Alright, we have determined that at the point of 90 VMAF, the “red” codec requires 5.15 Mbps, while the green one requires 9.89 Mbps. But this is not enough to understand how much better one codec is than the other. One could calculate the difference at the boundaries and average the values, continuing to add points to average the overall indicator ad infinitum. This essentially boils down to the ratio of the areas under the curves.

To obtain the ratio of the areas under the curves, one must compute the polynomials describing the quality-to-bitrate dependency, determine the boundaries of bitrate intersection for the two codecs, and integrate the function over this interval.

This is precisely what Gisle Bjontegaard proposed in 2001 for comparing codec quality. Technically, 4 points are sufficient for this approach. In my tests, I use 10. On one hand, this is more accurate. On the other, it reduces the probability of outliers between points when finding the polynomial, though not 100%.

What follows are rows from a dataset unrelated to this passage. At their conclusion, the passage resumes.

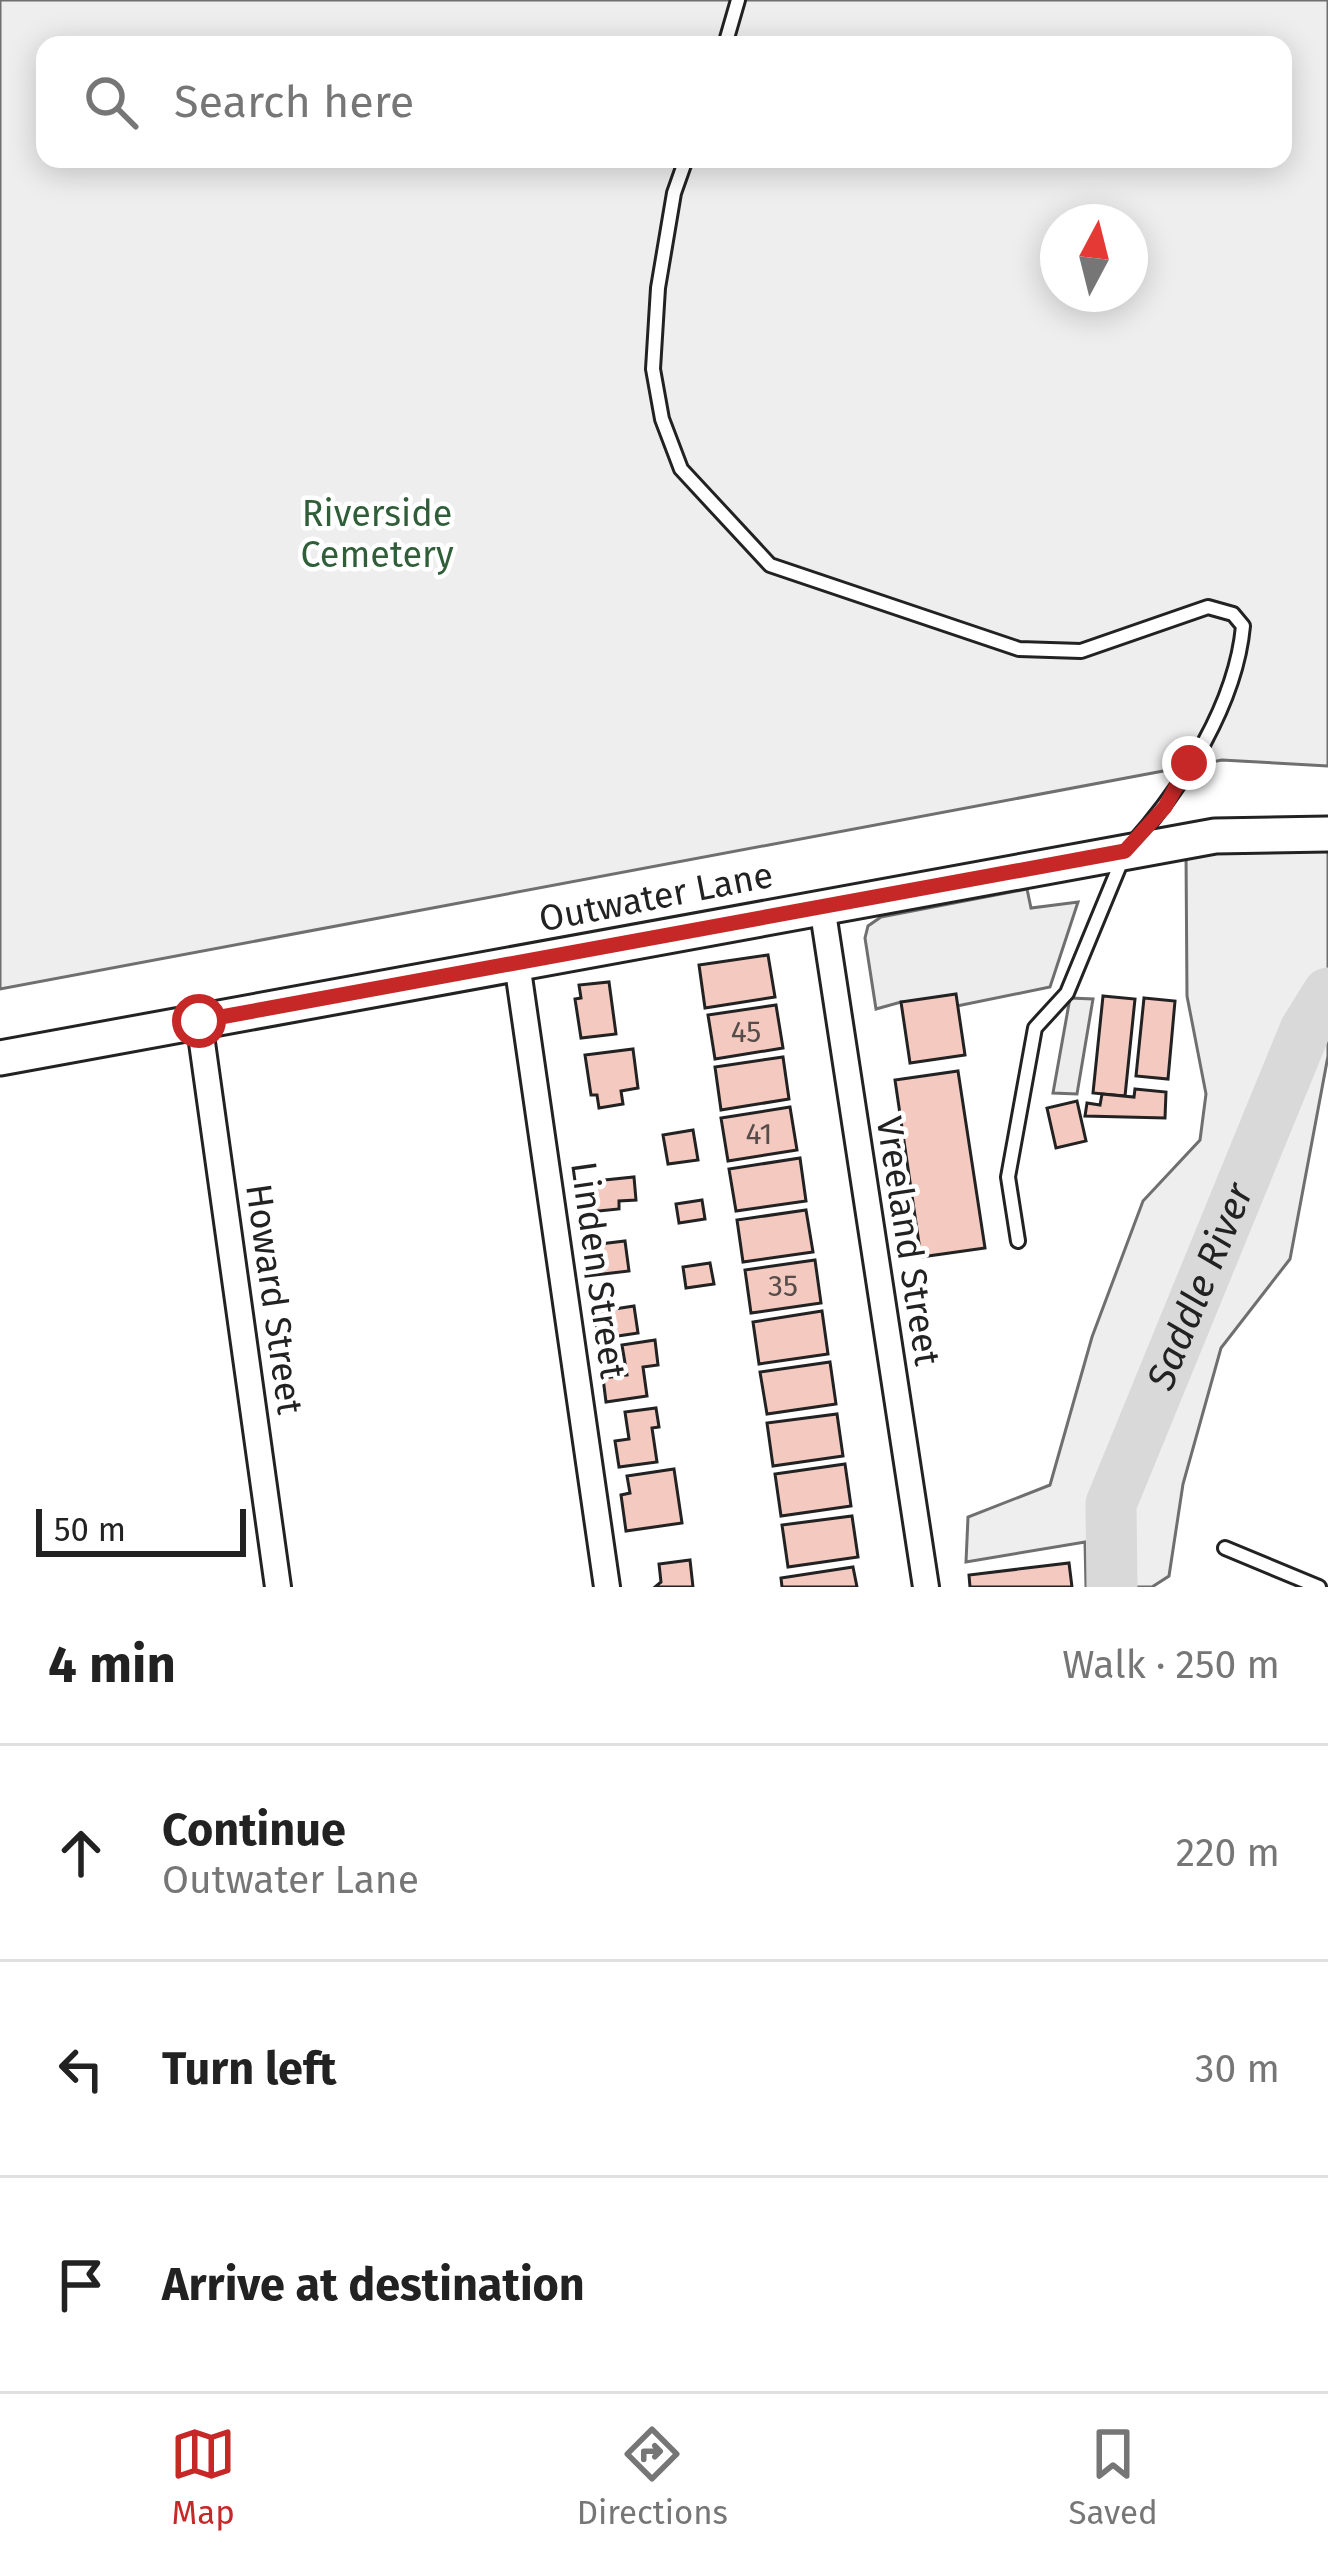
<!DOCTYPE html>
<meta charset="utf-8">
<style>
:root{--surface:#fff;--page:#f6f6f6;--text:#222;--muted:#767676;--line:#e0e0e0;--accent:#c62828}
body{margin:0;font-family:"Fira Sans",sans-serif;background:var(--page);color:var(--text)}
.compass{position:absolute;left:1040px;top:204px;width:108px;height:108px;border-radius:50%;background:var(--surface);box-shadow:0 6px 30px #0003;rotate:7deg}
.scale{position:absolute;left:36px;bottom:30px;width:210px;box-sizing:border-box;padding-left:12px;border:6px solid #222;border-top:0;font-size:33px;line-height:42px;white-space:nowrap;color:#222;-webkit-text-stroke:9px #fff;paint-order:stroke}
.stop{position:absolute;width:36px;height:36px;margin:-27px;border:9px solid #c62828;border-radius:50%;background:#fff}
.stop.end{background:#c62828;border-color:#fff;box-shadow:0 3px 12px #0008}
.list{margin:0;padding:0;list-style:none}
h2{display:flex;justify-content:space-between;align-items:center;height:156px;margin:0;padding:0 48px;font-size:51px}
h2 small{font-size:39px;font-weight:400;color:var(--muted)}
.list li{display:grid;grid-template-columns:78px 1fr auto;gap:36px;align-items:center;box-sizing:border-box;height:216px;padding:0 48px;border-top:3px solid var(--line)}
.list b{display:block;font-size:45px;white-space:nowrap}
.list p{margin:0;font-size:39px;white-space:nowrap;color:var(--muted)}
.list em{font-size:39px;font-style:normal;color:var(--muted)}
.icon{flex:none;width:66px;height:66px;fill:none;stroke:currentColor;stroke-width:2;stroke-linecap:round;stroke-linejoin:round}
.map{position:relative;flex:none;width:1328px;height:1587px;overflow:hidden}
.search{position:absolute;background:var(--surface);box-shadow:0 6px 30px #0003;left:36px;right:36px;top:36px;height:132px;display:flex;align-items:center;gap:30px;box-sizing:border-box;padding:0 42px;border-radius:24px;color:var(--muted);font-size:45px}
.sheet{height:804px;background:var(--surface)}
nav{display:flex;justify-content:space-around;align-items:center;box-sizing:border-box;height:168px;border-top:3px solid var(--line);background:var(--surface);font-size:33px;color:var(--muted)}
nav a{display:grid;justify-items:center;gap:6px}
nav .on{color:var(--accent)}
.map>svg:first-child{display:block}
</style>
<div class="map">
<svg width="1328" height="1587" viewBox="0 0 1328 1587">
<rect width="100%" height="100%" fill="#fff"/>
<!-- green -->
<g fill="#eee" stroke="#6f6f6f" stroke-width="3" fill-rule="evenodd">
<path d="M0 0H1328V766L1222 760 0 989ZM45 45H1283V159H45ZM1058 222H1130V294H1058Z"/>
<polygon points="1328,845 1328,1056 1290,1259 1221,1348 1183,1484 1169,1576 1152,1587 1086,1587 1085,1542 966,1562 968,1517 1050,1485 1092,1337 1143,1201 1200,1140 1206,1094 1187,996 1186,852"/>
</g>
<!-- parking -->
<g fill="#ededed" stroke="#6f6f6f" stroke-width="3">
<polygon points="1027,889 1031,908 1078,902 1050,987 957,1006 901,1002 876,1009 865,938 868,926 881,917"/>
<polygon points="1070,998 1093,999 1077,1094 1053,1093"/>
</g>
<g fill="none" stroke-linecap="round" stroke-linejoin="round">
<!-- river -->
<path stroke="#d9d9d9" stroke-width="51" id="s1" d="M1112 1587 1111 1504 1305 1030 1328 993"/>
</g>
<!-- building -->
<g fill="#f3c9c0" stroke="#222" stroke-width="3">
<polygon points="768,955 775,997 705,1008 699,965"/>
<polygon points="609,982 616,1034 581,1038 575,999 581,998 579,985"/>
<polygon points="956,994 965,1055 910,1063 901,1002"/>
<polygon points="1103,996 1135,999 1125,1096 1093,1093"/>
<polygon points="1144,998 1175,1001 1168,1079 1136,1076"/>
<polygon points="776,1005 783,1048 715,1059 708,1015"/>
<polygon points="633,1049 638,1088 621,1091 623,1104 599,1108 597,1095 591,1095 585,1055"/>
<polygon points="783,1057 789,1099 721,1110 715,1067"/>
<polygon points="958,1071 985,1248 921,1257 895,1080"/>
<polygon points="1135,1089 1166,1092 1165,1118 1085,1116 1087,1103 1100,1105 1102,1094 1134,1097"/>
<polygon points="1077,1101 1086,1141 1056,1148 1047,1108"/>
<polygon points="790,1107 797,1150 728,1161 721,1118"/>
<polygon points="693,1130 698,1160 668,1164 663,1135"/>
<polygon points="800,1158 806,1201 736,1211 729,1169"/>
<polygon points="634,1177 636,1200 619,1201 619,1209 578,1213 575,1183"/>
<polygon points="702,1200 705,1219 679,1223 676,1204"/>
<polygon points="806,1210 813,1252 743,1262 737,1220"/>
<polygon points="625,1241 629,1271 586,1276 583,1246"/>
<polygon points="815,1260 821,1303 751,1313 745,1270"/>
<polygon points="710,1263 714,1284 686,1288 683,1267"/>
<polygon points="634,1306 638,1333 598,1339 595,1312"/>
<polygon points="822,1311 828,1354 759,1364 753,1322"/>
<polygon points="655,1340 658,1365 643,1367 647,1396 606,1402 603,1378 627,1375 622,1345"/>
<polygon points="830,1362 836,1404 767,1414 760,1372"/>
<polygon points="656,1408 659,1427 652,1428 657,1462 619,1467 615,1441 629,1439 625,1412"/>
<polygon points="837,1414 843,1456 773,1466 767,1423"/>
<polygon points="845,1464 851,1506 781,1516 775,1474"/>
<polygon points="674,1469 682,1523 626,1531 621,1495 630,1493 627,1476"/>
<polygon points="852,1516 858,1557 788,1567 782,1525"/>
<polygon points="690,1560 693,1587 655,1587 661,1582 659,1564"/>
<polygon points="1069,1563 1072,1587 970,1587 969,1575"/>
<polygon points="853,1567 857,1587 782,1587 781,1578"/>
</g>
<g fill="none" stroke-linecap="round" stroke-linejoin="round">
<!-- service casing -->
<g stroke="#222" stroke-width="18">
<g id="service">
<polyline points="725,45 738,0"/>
<path d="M686 159 674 193 658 288 653 369 662 419 681 469 770 565 1019 649 1081 651 1208 607 1233 614 1243 626C1236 703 1184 786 1132 844"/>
<polyline points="1018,1241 1008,1177 1035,1028 1067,993 1122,860"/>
<polyline points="1225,1548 1319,1587"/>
</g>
</g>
<!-- minor casing -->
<g stroke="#222" stroke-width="30">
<g id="minor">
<polyline points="822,906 926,1587"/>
<polyline points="517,963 607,1587"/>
<polyline points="199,1021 278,1587"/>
</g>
</g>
<!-- tertiary casing -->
<g stroke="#222" stroke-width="39">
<polyline id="tertiary" points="0,1058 1215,836 1328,834"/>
</g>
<!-- service -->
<use href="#service" stroke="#fff" stroke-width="12"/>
<!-- minor -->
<use href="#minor" stroke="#fff" stroke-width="24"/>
<!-- tertiary -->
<use href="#tertiary" stroke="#fff" stroke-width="33"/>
</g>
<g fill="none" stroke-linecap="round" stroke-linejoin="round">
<!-- route -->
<polyline stroke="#c62828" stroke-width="15" points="199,1021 1125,851 1165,807 1189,763"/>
</g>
<g text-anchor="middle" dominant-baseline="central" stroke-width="9" stroke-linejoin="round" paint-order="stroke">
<!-- number labels -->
<g font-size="30" fill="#564c4a">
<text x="746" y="1032">45</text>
<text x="759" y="1134">41</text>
<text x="783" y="1286">35</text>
</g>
<!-- park labels -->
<g font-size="36" fill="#2f5e38" stroke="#fff">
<text x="377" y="514">Riverside<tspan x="377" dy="41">Cemetery</tspan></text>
</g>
<!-- street labels -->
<g font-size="36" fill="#222" stroke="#fff">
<text transform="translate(656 897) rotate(-11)">Outwater Lane</text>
<text transform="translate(908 1241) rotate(81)">Vreeland Street</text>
<text transform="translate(598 1270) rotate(82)">Linden Street</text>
<text transform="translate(274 1299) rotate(82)">Howard Street</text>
</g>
<!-- water labels -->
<g font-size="39" font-style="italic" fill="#222" stroke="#fff">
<text stroke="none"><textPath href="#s1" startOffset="318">Saddle River</textPath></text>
</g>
</g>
</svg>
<svg class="compass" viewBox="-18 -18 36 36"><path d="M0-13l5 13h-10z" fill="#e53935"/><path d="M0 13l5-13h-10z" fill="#767676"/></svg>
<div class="scale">50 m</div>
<div class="stop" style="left:199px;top:1021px"></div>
<div class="stop end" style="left:1189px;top:763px"></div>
<div class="search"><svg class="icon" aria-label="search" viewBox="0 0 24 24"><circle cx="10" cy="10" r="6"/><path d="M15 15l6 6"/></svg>Search here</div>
</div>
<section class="sheet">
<h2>4 min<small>Walk · 250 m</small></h2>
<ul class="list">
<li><svg class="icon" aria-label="ahead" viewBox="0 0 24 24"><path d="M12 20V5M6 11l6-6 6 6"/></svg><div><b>Continue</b><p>Outwater Lane</p></div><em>220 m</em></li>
<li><svg class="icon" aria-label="left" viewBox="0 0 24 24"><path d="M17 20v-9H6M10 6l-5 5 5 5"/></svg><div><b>Turn left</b></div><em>30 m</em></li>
<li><svg class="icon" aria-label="arrive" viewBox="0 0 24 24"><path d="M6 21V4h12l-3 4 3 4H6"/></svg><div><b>Arrive at destination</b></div></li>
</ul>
</section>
<nav>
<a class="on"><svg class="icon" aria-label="map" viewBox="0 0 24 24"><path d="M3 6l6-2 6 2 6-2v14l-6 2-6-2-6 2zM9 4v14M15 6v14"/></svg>Map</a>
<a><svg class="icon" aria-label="directions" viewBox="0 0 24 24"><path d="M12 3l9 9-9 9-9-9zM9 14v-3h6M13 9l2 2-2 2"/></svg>Directions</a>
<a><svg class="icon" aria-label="saved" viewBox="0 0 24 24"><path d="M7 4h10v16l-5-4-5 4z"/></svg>Saved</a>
</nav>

This approach has a limitation: the function must be monotonically increasing. On one hand, this complicates calculations and requires checks and special methods to “correct” the function. On the other hand, it serves as an indicator a codec behaves unpredictably. That is, if uniformly increasing the bitrate can cause the codec to lower quality, it raises questions about the reliability of its use.

The resulting value is interpreted directly as the coefficient by which the bitrate must be increased (or decreased) on average to achieve the quality of the compared codec. For example, +45% indicates that the bitrate needs to be increased by 45%. -15% means the bitrate can be reduced by 15% to encode with the same quality.

This is also what promotional articles claim. If AV1 is 30% better than HEVC, it is asserted that one can encode with a 30% lower bitrate while maintaining the same quality as HEVC.

BDBR is a relative metric. Under the hood, any “absolute” metrics can be used, such as VMAF, PSNR, SSIM, etc. It depends on specific tasks and evaluation methodologies. In my tests, I use all three and plan to add SSIMULACRA2 and CIEDE2000 soon for a more complete picture and to detect “hacking” of specific metrics.

BDBR stands for Bjontegaard Delta Bitrate.